Three weeks after the Diigo stampede, I’ve been concerned that the new trend of putting Diigo annotations on posts instead of leaving comments in the thread was a negative thing. Only Diigo users would see the conversation, and the post’s comment thread would be left poorer for that.

But after a wild four-hour storm of 74-and-counting comments on my Muhammed Ali post about privileging writing over other communication strands when we grade, it occurs to me that Diigo might come in handy here. There are so many incredibly insightful comments there, and the issue is so relevant to the futures of our students, that I fear the sheer bulk of comments might dissuade new readers from discovering the gold shining here and there.

Diigo highlights and annotations of the thread might help. If you want to take part in this experiment, go at it. It could be a great way to demonstrate the value of Diigo highlights and annotations as a complement to, instead of a substitute for, blog comments. Because the debate - particularly the one between Benjamin Baxter, who maintains that writing should constitute the bulk of a student’s grade in English/Language Arts and history classes, and opposing viewpoints that grades should more equally credit speaking, graphic language, and more, as articulated by Arthus Erea, Adrienne Michetti, Kirstin “Keamac,” Dean Shareski, Claire Thompson, Sylvia Martinez, Carolyn Foote, and many others - that debate never seemed to reach any resolution.

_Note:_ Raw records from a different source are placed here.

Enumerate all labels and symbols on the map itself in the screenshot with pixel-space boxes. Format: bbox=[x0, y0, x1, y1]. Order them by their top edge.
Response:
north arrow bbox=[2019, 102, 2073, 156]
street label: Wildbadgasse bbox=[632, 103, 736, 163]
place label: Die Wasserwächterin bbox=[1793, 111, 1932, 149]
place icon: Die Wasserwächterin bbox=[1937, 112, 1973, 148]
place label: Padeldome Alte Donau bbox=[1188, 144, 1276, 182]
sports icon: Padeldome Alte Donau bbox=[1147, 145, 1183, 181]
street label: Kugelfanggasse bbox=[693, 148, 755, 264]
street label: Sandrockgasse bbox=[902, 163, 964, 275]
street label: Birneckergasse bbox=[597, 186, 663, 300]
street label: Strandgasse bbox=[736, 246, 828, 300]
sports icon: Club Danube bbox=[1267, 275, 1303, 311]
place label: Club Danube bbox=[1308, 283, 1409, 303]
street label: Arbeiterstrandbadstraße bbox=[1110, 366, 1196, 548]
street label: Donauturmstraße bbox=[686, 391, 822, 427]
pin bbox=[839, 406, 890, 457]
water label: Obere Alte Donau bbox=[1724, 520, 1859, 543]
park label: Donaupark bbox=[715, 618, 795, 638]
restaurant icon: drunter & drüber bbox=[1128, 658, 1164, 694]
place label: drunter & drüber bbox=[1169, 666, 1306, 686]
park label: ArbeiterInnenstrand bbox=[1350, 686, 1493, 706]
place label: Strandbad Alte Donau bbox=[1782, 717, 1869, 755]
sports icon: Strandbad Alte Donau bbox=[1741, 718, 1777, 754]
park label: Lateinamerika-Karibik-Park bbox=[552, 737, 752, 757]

It sounds like I’m piling on Benjamin here, but I don’t mean to. Fifty million people saying something is true doesn’t make it so. Moreover, Benjamin works in an inner city school, and his arguments are rooted in his perception of what best helps his students’ futures. It differs with mine, but I’m in a different context. And we’re all running on varying assumptions about things like the future of work, the purpose of schooling, and more.

But that thread drifts into so many tangents - the high school freshman Arthus v. high school teacher Benjamin debates are priceless, but sometimes distracting (or am I wrong?) - that I see Diigo, again, as possibly helpful here. Highlight and annotate the strong assertions, the weak rebuttals, the evasions of direct questions and the red herrings, and let others add comments to those annotations.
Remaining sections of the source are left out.